What needs to be done
A single number is needed: how many lines of the data hold the word "stream".

----- Study material -----

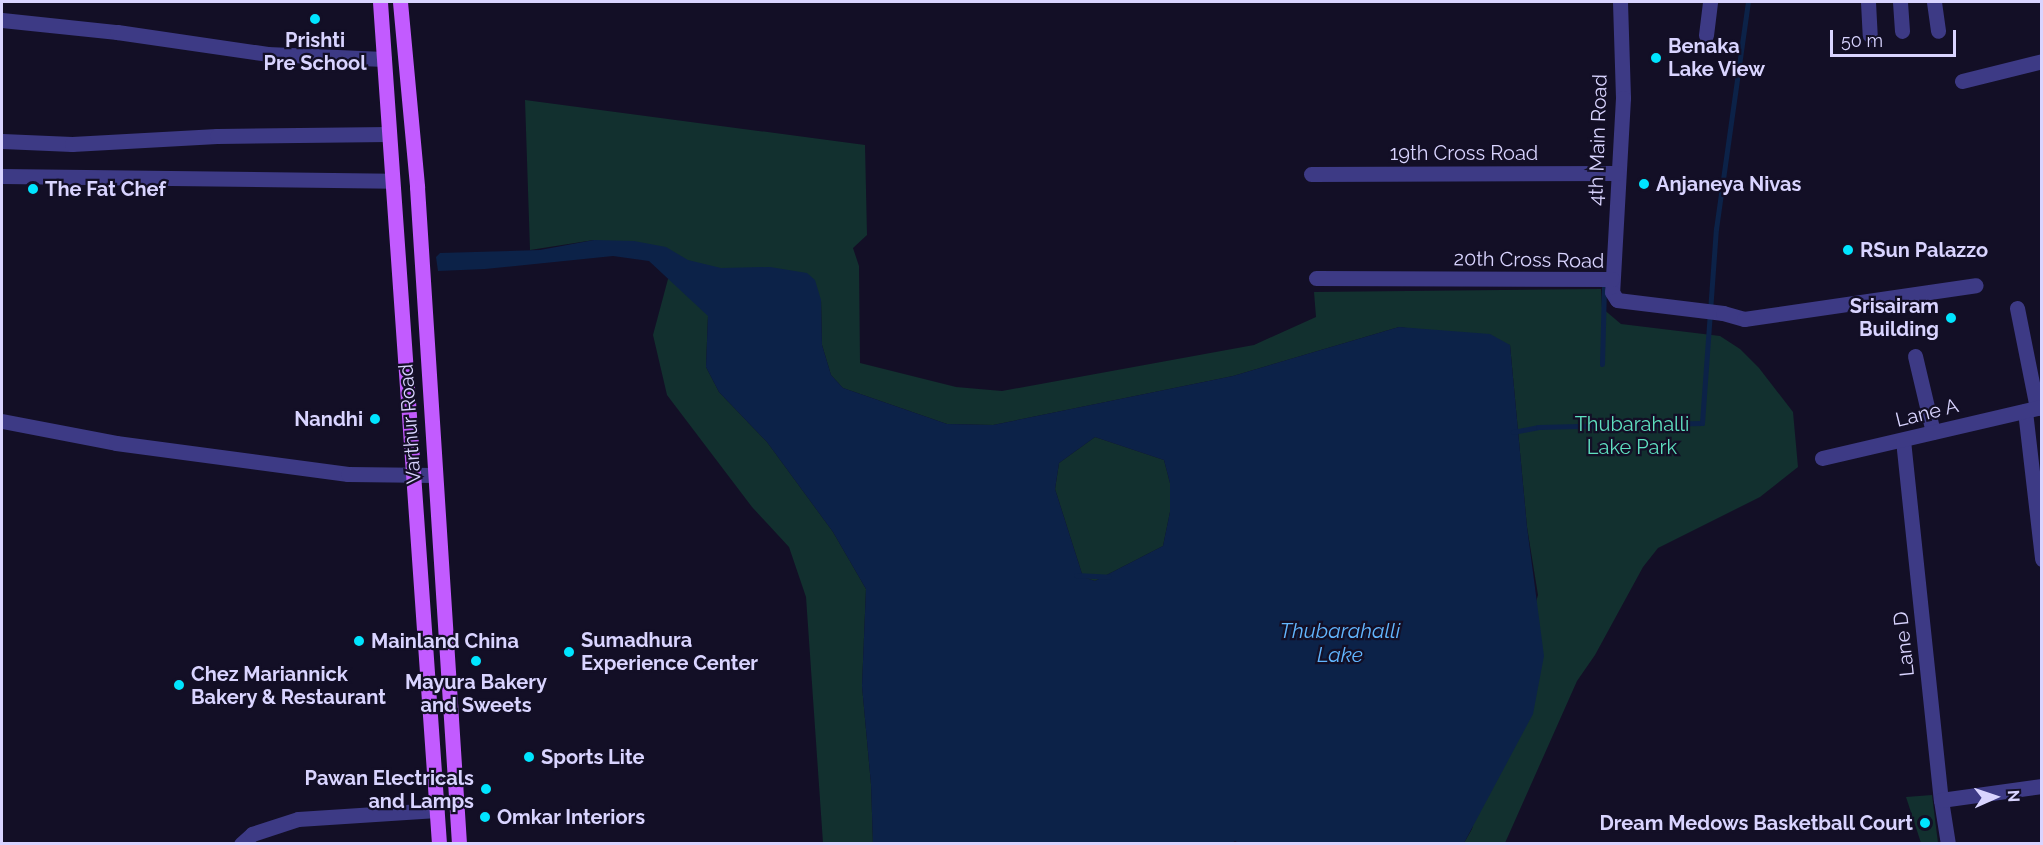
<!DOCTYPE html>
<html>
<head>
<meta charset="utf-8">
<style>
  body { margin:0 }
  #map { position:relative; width:2043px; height:845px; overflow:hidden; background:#130f26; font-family:Raleway,sans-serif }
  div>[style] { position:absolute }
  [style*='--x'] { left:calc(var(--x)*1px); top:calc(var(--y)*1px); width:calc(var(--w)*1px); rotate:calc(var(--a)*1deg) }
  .green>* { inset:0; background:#12302f }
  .water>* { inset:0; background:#0c2248 }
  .stream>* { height:5px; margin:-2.5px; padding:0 2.5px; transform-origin:2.5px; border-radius:2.5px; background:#0c2248 }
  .street>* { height:15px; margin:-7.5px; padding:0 7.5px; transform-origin:7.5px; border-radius:7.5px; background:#3d3a85 }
  .primary>* { height:15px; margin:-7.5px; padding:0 7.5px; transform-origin:7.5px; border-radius:7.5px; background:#c25bff }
  .dots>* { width:16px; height:16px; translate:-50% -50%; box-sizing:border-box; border:3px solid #130f26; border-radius:50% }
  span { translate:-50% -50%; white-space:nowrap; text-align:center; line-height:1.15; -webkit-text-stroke:4.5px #130f26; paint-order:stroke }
  .poi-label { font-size:20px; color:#d9d4ff; font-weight:700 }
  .left { translate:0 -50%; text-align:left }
  .right { translate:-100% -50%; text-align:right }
  .street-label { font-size:20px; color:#d9d4ff }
  .park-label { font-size:20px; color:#5fe0c0 }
  .water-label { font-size:21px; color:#62b6ff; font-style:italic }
  .frame { position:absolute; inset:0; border:3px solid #d9d4ff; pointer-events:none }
  .north { position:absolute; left:1965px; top:767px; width:60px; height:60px; -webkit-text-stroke:4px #130f26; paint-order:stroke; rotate:87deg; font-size:16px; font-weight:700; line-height:24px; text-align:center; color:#d9d4ff }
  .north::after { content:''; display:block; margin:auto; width:21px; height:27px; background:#d9d4ff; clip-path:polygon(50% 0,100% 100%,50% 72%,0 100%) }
  .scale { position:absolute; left:1830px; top:30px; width:126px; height:27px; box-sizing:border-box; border:3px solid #d9d4ff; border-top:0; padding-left:8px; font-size:18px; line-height:21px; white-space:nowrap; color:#d9d4ff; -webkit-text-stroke:4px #130f26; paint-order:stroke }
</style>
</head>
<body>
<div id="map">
  <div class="green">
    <div style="clip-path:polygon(525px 100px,865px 145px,867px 235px,853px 248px,859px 266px,860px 363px,956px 387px,1002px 391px,1254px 345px,1316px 317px,1314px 292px,1601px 289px,1602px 308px,1621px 324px,1720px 336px,1740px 349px,1759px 368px,1793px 412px,1798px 467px,1760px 497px,1658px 548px,1643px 567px,1595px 655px,1577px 681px,1505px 843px,1464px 843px,1472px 829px,1538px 595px,1527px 527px,1510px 345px,1440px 332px,1399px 327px,1233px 376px,993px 425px,947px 424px,843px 388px,831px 375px,822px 345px,821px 300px,708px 316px,706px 367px,719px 392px,767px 442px,833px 532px,866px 589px,862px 686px,871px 784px,873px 843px,823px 843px,806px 597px,789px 547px,752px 507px,667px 395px,653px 335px,672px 264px,594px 240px,530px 250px)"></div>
    <div style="clip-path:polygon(1095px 437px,1164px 460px,1170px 483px,1170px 512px,1163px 546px,1095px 581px,1083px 577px,1055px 489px,1059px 463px)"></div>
    <div style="clip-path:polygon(1932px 795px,1938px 843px,1921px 843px,1906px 797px)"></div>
  </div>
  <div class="water">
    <div style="clip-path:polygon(evenodd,594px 240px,634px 241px,666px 247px,688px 260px,721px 268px,770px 267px,807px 273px,815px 280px,821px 300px,822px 345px,831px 375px,843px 388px,947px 424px,993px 425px,1233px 376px,1399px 327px,1490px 334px,1510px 345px,1527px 527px,1544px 656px,1533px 714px,1464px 843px,1241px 844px,1235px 841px,1231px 844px,873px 843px,871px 784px,862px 686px,866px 589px,833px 532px,767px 442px,719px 392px,706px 367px,708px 316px,649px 261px,613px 256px,485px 269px,438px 271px,436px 257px,440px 253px,540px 250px,594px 240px,1095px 437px,1164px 460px,1170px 483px,1170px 512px,1163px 546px,1095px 581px,1083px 577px,1055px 489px,1059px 463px,1095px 437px)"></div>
  </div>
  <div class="stream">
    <div style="--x:1602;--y:364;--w:77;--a:-88.5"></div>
    <div style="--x:1513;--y:432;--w:25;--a:-11"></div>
    <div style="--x:1538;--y:427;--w:164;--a:-1.4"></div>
    <div style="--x:1702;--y:423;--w:195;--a:-85.9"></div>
    <div style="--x:1716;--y:229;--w:229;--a:-82"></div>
    <div style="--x:1076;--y:575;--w:33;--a:3"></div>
  </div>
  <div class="street">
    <div style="--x:1620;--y:2;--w:96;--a:88.2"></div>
    <div style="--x:1623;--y:98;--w:194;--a:93.2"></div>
    <div style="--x:1612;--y:292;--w:9;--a:58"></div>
    <div style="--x:1617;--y:300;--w:107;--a:7"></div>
    <div style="--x:1723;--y:313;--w:22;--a:16"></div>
    <div style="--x:1744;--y:319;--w:234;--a:-8.3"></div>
    <div style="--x:1868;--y:2;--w:33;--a:87"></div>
    <div style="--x:1900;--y:2;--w:29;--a:86"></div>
    <div style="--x:1934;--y:2;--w:29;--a:82"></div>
    <div style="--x:2;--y:20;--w:116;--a:6"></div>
    <div style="--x:117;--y:32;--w:152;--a:8.3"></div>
    <div style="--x:267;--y:54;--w:117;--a:2.4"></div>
    <div style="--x:1706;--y:35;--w:33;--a:-83"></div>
    <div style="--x:1962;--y:81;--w:82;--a:-14"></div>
    <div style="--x:2;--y:141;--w:70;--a:2.5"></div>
    <div style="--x:72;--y:144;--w:145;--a:-3.2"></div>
    <div style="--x:217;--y:136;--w:172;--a:-0.7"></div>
    <div style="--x:1311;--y:174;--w:306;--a:-0.2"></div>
    <div style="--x:2;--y:176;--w:390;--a:0.7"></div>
    <div style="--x:1316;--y:278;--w:296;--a:0.2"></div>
    <div style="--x:2017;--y:308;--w:102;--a:78.7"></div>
    <div style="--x:1915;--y:356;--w:78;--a:76.7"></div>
    <div style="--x:2025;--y:411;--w:149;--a:83.4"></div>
    <div style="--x:2;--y:421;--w:116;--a:10.9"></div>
    <div style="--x:116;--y:443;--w:234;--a:7.6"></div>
    <div style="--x:348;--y:474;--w:86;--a:0.7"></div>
    <div style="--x:1903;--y:440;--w:362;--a:84"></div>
    <div style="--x:1941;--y:800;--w:45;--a:81"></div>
    <div style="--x:1822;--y:458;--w:226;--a:-13.1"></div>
    <div style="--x:1941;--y:800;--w:102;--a:-7.9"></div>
    <div style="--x:241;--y:844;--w:15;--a:-42"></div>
    <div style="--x:252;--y:834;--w:48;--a:-18.1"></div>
    <div style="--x:298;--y:819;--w:139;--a:-3.7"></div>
  </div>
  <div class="primary">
    <div style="--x:380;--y:2;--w:844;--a:85.99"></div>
    <div style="--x:400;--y:2;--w:186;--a:84.7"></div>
    <div style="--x:417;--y:187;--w:658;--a:86.34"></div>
  </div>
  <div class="dots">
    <div style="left:315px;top:19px;background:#00e5ff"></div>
    <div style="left:1656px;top:58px;background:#00e5ff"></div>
    <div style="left:1644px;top:184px;background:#00e5ff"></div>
    <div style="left:33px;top:189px;background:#00e5ff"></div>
    <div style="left:1848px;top:250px;background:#00e5ff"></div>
    <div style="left:1951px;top:318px;background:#00e5ff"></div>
    <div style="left:375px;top:419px;background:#00e5ff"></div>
    <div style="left:359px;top:641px;background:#00e5ff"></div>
    <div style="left:569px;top:652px;background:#00e5ff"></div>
    <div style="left:476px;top:661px;background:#00e5ff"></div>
    <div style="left:179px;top:685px;background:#00e5ff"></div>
    <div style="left:529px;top:757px;background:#00e5ff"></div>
    <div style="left:486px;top:789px;background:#00e5ff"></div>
    <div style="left:485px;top:817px;background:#00e5ff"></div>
    <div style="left:1925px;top:823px;background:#00e5ff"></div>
  </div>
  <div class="poi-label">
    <span style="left:315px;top:52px">Prishti<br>Pre School</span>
    <span class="left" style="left:1668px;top:58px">Benaka<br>Lake View</span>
    <span class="left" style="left:1656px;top:184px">Anjaneya Nivas</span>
    <span class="left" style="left:45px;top:189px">The Fat Chef</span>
    <span class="left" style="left:1860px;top:250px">RSun Palazzo</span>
    <span class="right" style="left:1939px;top:318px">Srisairam<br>Building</span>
    <span class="right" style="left:363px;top:419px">Nandhi</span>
    <span class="left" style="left:581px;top:652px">Sumadhura<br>Experience Center</span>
    <span class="left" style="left:371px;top:641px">Mainland China</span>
    <span class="left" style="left:191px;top:686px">Chez Mariannick<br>Bakery &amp; Restaurant</span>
    <span style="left:476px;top:694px">Mayura Bakery<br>and Sweets</span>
    <span class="left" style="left:541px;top:757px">Sports Lite</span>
    <span class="right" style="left:474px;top:790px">Pawan Electricals<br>and Lamps</span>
    <span class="left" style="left:497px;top:817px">Omkar Interiors</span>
    <span class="right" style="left:1913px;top:823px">Dream Medows Basketball Court</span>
  </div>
  <div class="street-label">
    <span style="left:1598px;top:140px;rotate:-88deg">4th Main Road</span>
    <span style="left:1464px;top:153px">19th Cross Road</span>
    <span style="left:1529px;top:260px;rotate:1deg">20th Cross Road</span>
    <span style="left:1927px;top:413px;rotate:-14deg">Lane A</span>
    <span style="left:410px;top:424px;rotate:-94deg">Varthur Road</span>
    <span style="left:1904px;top:644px;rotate:-96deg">Lane D</span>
  </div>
  <div class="park-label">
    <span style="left:1632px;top:436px">Thubarahalli<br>Lake Park</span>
  </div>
  <div class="water-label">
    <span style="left:1340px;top:643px">Thubarahalli<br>Lake</span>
  </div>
  <div class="frame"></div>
  <div class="north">N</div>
  <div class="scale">50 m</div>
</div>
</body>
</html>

-----

Solution to the problem
2